The Myth of the "Settled" Voter
"People just want us to get on with it."
This is the favorite phrase of the politically cowardly. It assumes the voter is a static object. It ignores the reality that "getting on with it" currently looks like a slow-motion car crash for the UK's manufacturing and service sectors.
Imagine a scenario where a CEO tells their board, "Our main supplier is charging us 20% more and our logistics are failing, but we shouldn't discuss changing the contract because the former CEO—who we fired—might shout at us." That CEO would be removed by lunchtime. Yet, this is exactly the logic Lammy is applying to the British state.
The "infighting" Lammy fears is actually the sound of a party finally waking up to the reality that you cannot build a powerhouse economy on the foundations of 20th-century isolationism. Stifling that debate doesn't project strength; it projects a vacuum of ideas.
The High Cost of Silence
The downside to my contrarian view? It’s risky. It requires a level of political courage that hasn't been seen in the UK since the early 90s. It requires telling the "Leave" voters in key constituencies that the version of Brexit they were sold is incompatible with the public services they demand.
But the alternative—the Lammy approach—is a guaranteed slow death. If you don't talk about the Single Market, you don't get growth. If you don't get growth, you can't fund the NHS. If you can't fund the NHS, the voters will find someone who promises to burn the whole system down.
By trying to "starve" Farage of oxygen by staying silent on Europe, Labour is actually providing him with the ultimate fuel: evidence that the political class is too scared to tell the truth.
Stop Asking the Wrong Question
The question isn't "Will talking about Brexit help Farage?"
The question is "Will failing to fix the economy help Farage?"
The answer to the second question is a resounding yes. Lammy is hyper-focused on the optics of party unity while the structural integrity of the nation’s finances is crumbling. It is the height of vanity to think that a few headlines about cabinet disagreements are more dangerous than the reality of a shrinking economy.

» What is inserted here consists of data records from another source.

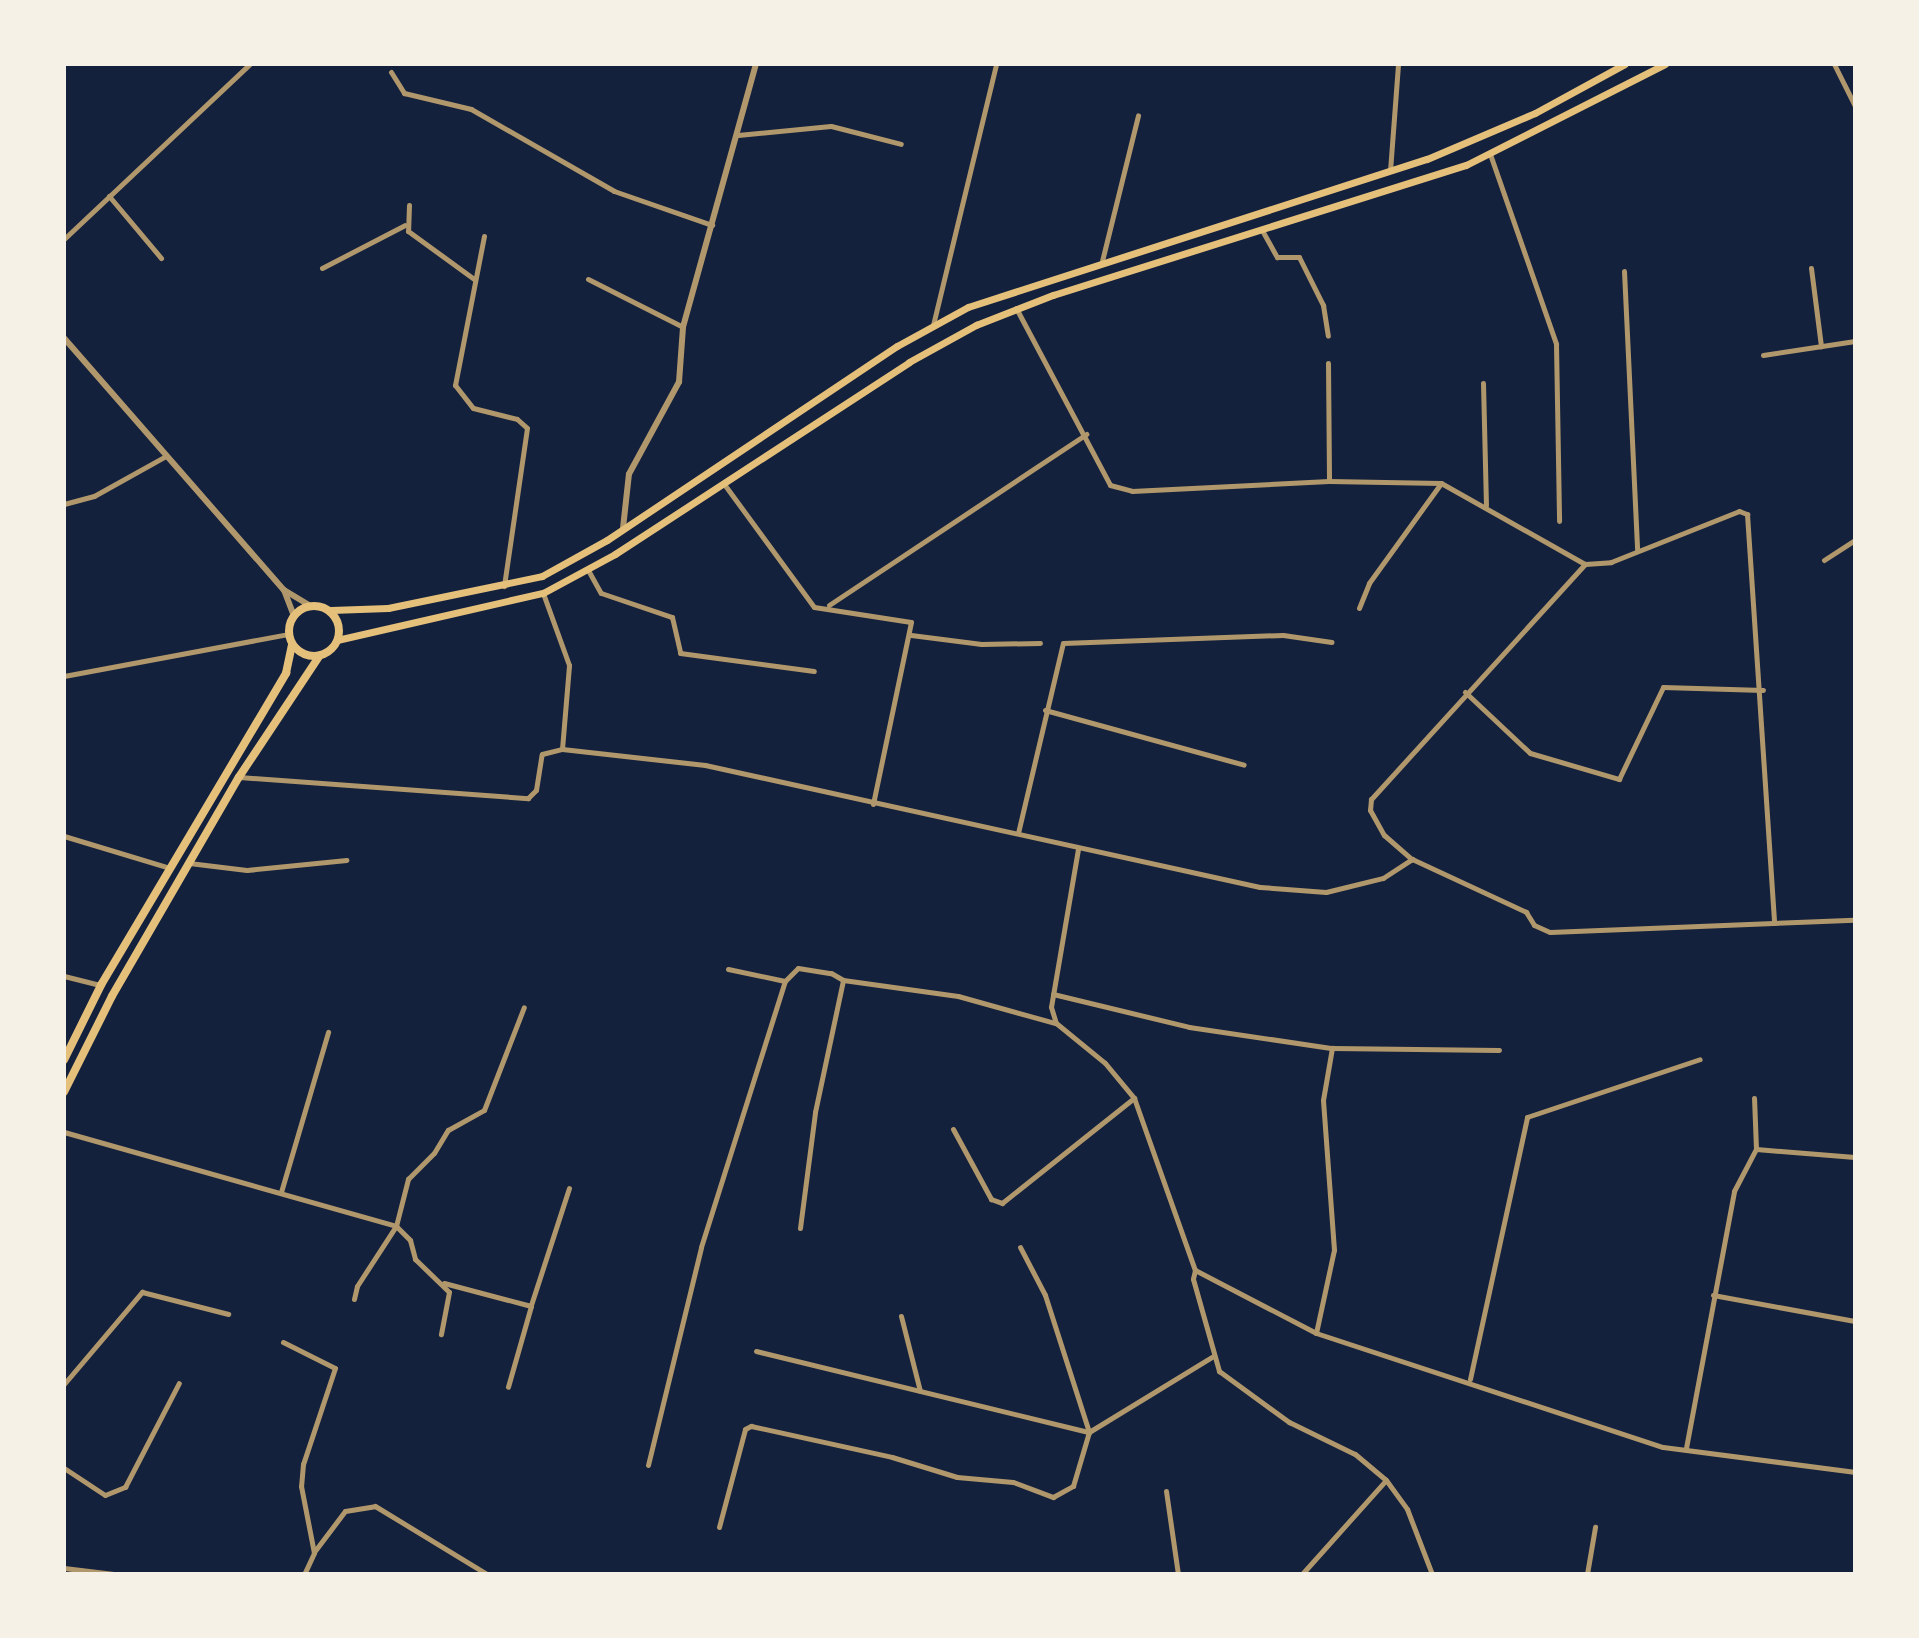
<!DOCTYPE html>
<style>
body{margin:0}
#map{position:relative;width:1919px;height:1638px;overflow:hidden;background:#14213d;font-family:"IBM Plex Sans",sans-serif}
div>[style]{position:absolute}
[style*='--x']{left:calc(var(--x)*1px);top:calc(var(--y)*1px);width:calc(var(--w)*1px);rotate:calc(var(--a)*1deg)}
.minor>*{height:5px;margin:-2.5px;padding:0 2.5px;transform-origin:2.5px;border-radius:2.5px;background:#b1986c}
.tertiary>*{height:6px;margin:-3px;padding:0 3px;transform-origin:3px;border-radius:3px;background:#b1986c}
.secondary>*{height:7px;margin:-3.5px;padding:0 3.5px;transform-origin:3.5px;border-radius:3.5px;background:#e5c07b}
.primary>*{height:8px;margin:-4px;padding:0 4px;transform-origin:4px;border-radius:4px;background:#e5c07b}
.primary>.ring{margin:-4px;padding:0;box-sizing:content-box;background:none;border:8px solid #e5c07b;border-radius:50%}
span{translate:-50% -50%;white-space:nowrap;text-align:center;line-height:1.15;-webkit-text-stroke:8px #f6f1e7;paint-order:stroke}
.frame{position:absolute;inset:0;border:66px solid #f6f1e7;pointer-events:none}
</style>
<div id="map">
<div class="minor">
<i style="--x:1834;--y:64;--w:47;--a:63.4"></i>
<i style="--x:391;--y:72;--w:25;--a:58"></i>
<i style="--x:404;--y:93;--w:69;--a:13.4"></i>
<i style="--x:471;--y:109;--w:165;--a:29.8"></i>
<i style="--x:614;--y:191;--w:104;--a:19.1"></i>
<i style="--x:738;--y:135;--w:93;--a:-5.5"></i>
<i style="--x:831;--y:126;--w:72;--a:14.4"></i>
<i style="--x:1490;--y:154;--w:201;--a:70.8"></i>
<i style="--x:1556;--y:344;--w:177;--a:89"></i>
<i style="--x:1390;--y:171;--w:107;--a:-85.7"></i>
<i style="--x:109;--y:196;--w:81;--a:50"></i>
<i style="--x:409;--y:205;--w:26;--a:92"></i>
<i style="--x:408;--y:231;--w:82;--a:36"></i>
<i style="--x:1263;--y:232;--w:29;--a:61"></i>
<i style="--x:1277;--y:257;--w:22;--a:0"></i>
<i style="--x:1299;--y:257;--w:54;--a:63.4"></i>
<i style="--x:1323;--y:305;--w:31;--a:81"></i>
<i style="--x:484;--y:236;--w:152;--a:101"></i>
<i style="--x:455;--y:385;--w:29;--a:52"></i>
<i style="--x:473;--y:408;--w:45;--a:14"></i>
<i style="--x:517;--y:419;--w:13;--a:42"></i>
<i style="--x:527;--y:428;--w:160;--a:98.3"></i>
<i style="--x:64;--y:239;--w:255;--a:-43.3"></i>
<i style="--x:1102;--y:261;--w:150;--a:-76.1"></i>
<i style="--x:322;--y:268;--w:93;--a:-27.4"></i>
<i style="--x:1811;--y:268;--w:79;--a:82.7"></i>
<i style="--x:1624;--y:271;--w:279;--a:87.3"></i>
<i style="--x:588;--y:279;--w:106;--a:26.8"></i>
<i style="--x:1016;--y:308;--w:200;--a:62"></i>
<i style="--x:1110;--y:485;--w:23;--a:15"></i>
<i style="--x:1132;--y:491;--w:197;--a:-2.9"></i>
<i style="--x:1329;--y:481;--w:112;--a:1"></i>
<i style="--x:1441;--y:483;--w:165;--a:29.4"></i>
<i style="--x:1585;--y:564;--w:26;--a:-4"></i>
<i style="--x:1611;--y:562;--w:138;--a:-21.7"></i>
<i style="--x:1739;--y:511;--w:9;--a:21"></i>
<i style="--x:1747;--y:514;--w:410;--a:86.2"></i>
<i style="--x:933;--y:325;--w:268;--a:-76.4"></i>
<i style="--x:1763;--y:355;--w:93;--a:-8.7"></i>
<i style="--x:1328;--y:363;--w:118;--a:89.5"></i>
<i style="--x:1483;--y:383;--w:122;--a:88.6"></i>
<i style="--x:724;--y:484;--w:152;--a:53.8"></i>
<i style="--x:814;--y:607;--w:98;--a:8.8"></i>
<i style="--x:911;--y:622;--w:186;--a:101.8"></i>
<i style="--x:64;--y:504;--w:31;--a:-15"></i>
<i style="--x:94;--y:496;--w:82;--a:-29.1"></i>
<i style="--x:1824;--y:560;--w:37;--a:-33"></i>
<i style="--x:1585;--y:564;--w:318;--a:132.3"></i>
<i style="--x:1371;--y:799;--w:11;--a:95"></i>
<i style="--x:1370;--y:810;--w:29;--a:61"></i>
<i style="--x:1384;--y:835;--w:37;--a:41"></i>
<i style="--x:1412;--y:859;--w:126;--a:24.9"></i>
<i style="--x:1526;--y:912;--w:15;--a:58"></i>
<i style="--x:1534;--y:925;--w:17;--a:24"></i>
<i style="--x:1550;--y:932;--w:304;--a:-2.3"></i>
<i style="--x:588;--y:570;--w:26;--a:61"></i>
<i style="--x:601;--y:593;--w:75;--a:18.7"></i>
<i style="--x:672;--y:617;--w:37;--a:77"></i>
<i style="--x:680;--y:653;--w:135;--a:7.7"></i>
<i style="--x:829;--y:605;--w:309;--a:-33.6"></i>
<i style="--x:1359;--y:608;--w:27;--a:-68"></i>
<i style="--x:1369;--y:583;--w:123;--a:-54.2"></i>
<i style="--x:911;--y:635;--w:71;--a:7.3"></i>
<i style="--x:981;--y:644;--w:59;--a:-1"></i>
<i style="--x:64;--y:676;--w:229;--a:-10.6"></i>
<i style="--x:1465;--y:692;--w:89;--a:43.2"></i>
<i style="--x:1530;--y:753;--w:93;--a:16.3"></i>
<i style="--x:1619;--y:779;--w:102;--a:-64.4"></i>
<i style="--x:1663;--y:687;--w:100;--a:1.7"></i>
<i style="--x:1045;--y:710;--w:206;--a:15.4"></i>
<i style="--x:562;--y:749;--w:144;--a:6.4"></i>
<i style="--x:705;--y:765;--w:568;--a:12.4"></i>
<i style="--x:1260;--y:887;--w:66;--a:4.3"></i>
<i style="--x:1326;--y:892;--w:59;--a:-13.8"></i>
<i style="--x:1383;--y:878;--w:35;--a:-33"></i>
<i style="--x:239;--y:777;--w:290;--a:4.2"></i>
<i style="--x:528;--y:798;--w:11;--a:-45"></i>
<i style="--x:536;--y:790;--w:36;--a:-81"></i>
<i style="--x:542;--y:754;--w:21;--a:-14"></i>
<i style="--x:562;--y:749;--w:84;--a:-85.2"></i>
<i style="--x:569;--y:665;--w:77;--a:-109.9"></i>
<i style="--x:1018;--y:833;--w:195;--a:-76.7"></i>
<i style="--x:1063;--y:643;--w:220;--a:-2.1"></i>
<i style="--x:1283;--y:635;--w:49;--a:8.3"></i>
<i style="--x:64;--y:836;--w:111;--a:16.8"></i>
<i style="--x:1078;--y:849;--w:160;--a:99.7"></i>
<i style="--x:1051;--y:1007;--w:17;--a:73"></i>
<i style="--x:1056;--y:1023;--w:63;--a:39.2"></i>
<i style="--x:1105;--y:1063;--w:45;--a:50.4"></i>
<i style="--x:1134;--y:1098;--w:182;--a:70.5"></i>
<i style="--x:1195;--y:1270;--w:9;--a:103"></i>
<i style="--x:1193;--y:1279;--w:96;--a:74.2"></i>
<i style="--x:1219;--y:1371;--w:87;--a:36.1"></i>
<i style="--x:1289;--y:1422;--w:73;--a:25.9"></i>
<i style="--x:1355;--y:1454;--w:40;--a:40"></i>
<i style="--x:1386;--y:1480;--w:36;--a:54"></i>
<i style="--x:1407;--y:1509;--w:70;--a:69"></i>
<i style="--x:189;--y:863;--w:58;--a:6.9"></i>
<i style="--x:247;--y:870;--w:100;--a:-5.8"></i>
<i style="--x:728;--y:969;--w:58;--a:11.9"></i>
<i style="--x:785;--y:981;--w:18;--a:-45"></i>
<i style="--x:798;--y:968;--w:33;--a:9"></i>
<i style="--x:831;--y:973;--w:14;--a:30"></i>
<i style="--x:843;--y:980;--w:116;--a:7.9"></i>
<i style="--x:958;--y:996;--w:101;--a:15.6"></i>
<i style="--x:64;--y:976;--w:37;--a:14"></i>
<i style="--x:1053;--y:994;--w:140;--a:13.6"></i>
<i style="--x:1189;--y:1027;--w:145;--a:8.4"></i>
<i style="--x:1332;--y:1048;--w:167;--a:0.7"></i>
<i style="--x:953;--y:1129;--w:80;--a:61.5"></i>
<i style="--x:991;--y:1199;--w:12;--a:20"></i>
<i style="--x:1002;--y:1203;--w:169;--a:-38.5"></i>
<i style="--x:64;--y:1132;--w:345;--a:15.8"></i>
<i style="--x:396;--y:1226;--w:20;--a:45"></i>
<i style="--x:410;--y:1240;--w:20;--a:75"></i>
<i style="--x:415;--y:1259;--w:47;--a:44.1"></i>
<i style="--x:449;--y:1292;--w:43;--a:100.8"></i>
<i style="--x:1756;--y:1149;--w:99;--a:4.6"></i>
<i style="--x:281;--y:1192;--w:167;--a:-73.6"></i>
<i style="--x:800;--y:1228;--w:117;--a:-82.6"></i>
<i style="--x:815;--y:1112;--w:135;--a:-78"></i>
<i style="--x:1195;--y:1270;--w:136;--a:27.5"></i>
<i style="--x:1316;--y:1333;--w:365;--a:18.2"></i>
<i style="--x:1663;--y:1447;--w:194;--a:7.4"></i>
<i style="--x:444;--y:1283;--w:90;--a:14.8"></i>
<i style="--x:531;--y:1306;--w:84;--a:105.9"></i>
<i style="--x:1713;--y:1295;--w:144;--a:10.4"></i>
<i style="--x:354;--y:1299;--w:13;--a:-77"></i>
<i style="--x:357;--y:1286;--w:72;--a:-57"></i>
<i style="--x:396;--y:1226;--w:49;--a:-75.7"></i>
<i style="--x:408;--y:1179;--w:37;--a:-45"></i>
<i style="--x:434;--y:1153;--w:27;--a:-59"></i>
<i style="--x:448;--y:1130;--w:41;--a:-29.1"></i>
<i style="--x:484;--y:1110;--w:110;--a:-68.8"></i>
<i style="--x:531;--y:1305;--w:123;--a:-72"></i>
<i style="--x:901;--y:1316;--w:77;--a:75.8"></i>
<i style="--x:1316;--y:1333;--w:85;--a:-77.8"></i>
<i style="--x:1334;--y:1250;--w:150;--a:-94.2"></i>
<i style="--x:1323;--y:1100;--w:53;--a:-80.2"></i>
<i style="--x:283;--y:1342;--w:58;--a:26.6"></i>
<i style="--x:335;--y:1368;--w:101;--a:108.4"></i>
<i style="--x:303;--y:1464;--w:22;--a:95"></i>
<i style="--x:301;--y:1486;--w:68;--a:79"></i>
<i style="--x:314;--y:1553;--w:23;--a:115"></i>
<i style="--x:756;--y:1351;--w:343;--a:13.7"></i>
<i style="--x:1089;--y:1432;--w:144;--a:-31.4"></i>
<i style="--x:1470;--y:1379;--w:268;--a:-77.7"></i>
<i style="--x:1527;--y:1117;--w:182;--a:-18.5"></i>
<i style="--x:64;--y:1384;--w:121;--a:-49.7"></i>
<i style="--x:142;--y:1292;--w:89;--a:14.3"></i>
<i style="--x:1686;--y:1448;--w:261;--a:-79.4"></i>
<i style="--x:1734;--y:1191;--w:47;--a:-62.4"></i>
<i style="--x:1756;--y:1149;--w:51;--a:-92.2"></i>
<i style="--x:648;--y:1465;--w:224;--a:-76.3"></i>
<i style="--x:701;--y:1247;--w:279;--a:-72.5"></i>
<i style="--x:64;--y:1468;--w:49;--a:33.4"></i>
<i style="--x:105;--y:1495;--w:22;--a:-22"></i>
<i style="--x:125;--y:1487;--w:117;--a:-62.6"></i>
<i style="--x:1166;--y:1491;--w:84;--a:81.8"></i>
<i style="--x:719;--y:1527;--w:101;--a:-75.1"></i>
<i style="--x:745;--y:1429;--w:7;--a:-27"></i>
<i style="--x:751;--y:1426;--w:144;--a:12.4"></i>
<i style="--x:892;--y:1457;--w:68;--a:17.1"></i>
<i style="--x:957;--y:1477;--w:56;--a:5.1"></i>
<i style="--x:1013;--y:1482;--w:43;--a:20.6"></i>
<i style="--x:1053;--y:1497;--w:23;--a:-29"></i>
<i style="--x:1073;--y:1486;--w:56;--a:-73.5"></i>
<i style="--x:1089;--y:1432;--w:144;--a:-107.8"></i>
<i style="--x:1045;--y:1295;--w:54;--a:-117.5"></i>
<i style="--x:314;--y:1552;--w:51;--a:-52.9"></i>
<i style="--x:345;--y:1511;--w:30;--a:-9"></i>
<i style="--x:375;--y:1506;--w:131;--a:31.3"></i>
<i style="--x:64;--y:1568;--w:50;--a:6.8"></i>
<i style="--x:1302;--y:1574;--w:126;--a:-48.2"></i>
<i style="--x:1587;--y:1574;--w:48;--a:-80.3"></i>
</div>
<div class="tertiary">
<i style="--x:64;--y:338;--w:335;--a:48.9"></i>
<i style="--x:284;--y:590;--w:31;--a:31"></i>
<i style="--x:623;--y:528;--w:54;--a:-83.7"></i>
<i style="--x:629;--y:474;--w:105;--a:-61.5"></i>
<i style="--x:679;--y:382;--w:55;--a:-85.8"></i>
<i style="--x:683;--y:327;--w:273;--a:-74.5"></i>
<i style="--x:284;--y:590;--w:28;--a:69"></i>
</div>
<div class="secondary">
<i style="--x:331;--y:610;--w:57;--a:-2"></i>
<i style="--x:388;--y:608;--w:157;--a:-11.7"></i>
<i style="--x:542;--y:576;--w:74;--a:-29"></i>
<i style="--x:607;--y:540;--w:349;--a:-33.8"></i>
<i style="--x:897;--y:346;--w:81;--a:-28.8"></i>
<i style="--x:968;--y:307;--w:482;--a:-17.9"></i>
<i style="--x:1427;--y:159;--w:117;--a:-23.1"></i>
<i style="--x:1535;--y:113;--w:102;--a:-28.6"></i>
<i style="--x:337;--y:640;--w:211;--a:-12.9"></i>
<i style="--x:543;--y:593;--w:82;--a:-28.4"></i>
<i style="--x:615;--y:554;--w:351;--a:-33.1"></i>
<i style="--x:909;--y:362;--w:77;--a:-28.9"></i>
<i style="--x:976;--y:325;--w:83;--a:-21.3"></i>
<i style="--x:1053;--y:295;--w:433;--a:-17.5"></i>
<i style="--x:1466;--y:165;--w:223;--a:-26.9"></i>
</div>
<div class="primary">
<i class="ring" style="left:289px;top:606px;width:42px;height:42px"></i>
<i style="--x:64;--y:1060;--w:84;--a:-63.7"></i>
<i style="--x:101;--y:985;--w:363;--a:-59.3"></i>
<i style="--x:286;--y:673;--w:29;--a:-78"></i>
<i style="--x:64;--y:1092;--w:107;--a:-63.4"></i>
<i style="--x:112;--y:996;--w:253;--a:-59.9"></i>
<i style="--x:239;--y:777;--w:146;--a:-56.4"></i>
</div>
<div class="frame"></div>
</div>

The "Right" doesn't win because of Labour's "civil war." The "Right" wins when the "Left" forgets how to be radical and instead becomes the curator of their predecessor's failures.
Stop being afraid of the man in the flat cap and start being afraid of the spreadsheet. The numbers don't lie, and they aren't voting for your "quiet management" of a national decline.
Pick a side. Lead. Or get out of the way for someone who isn't afraid of a debate.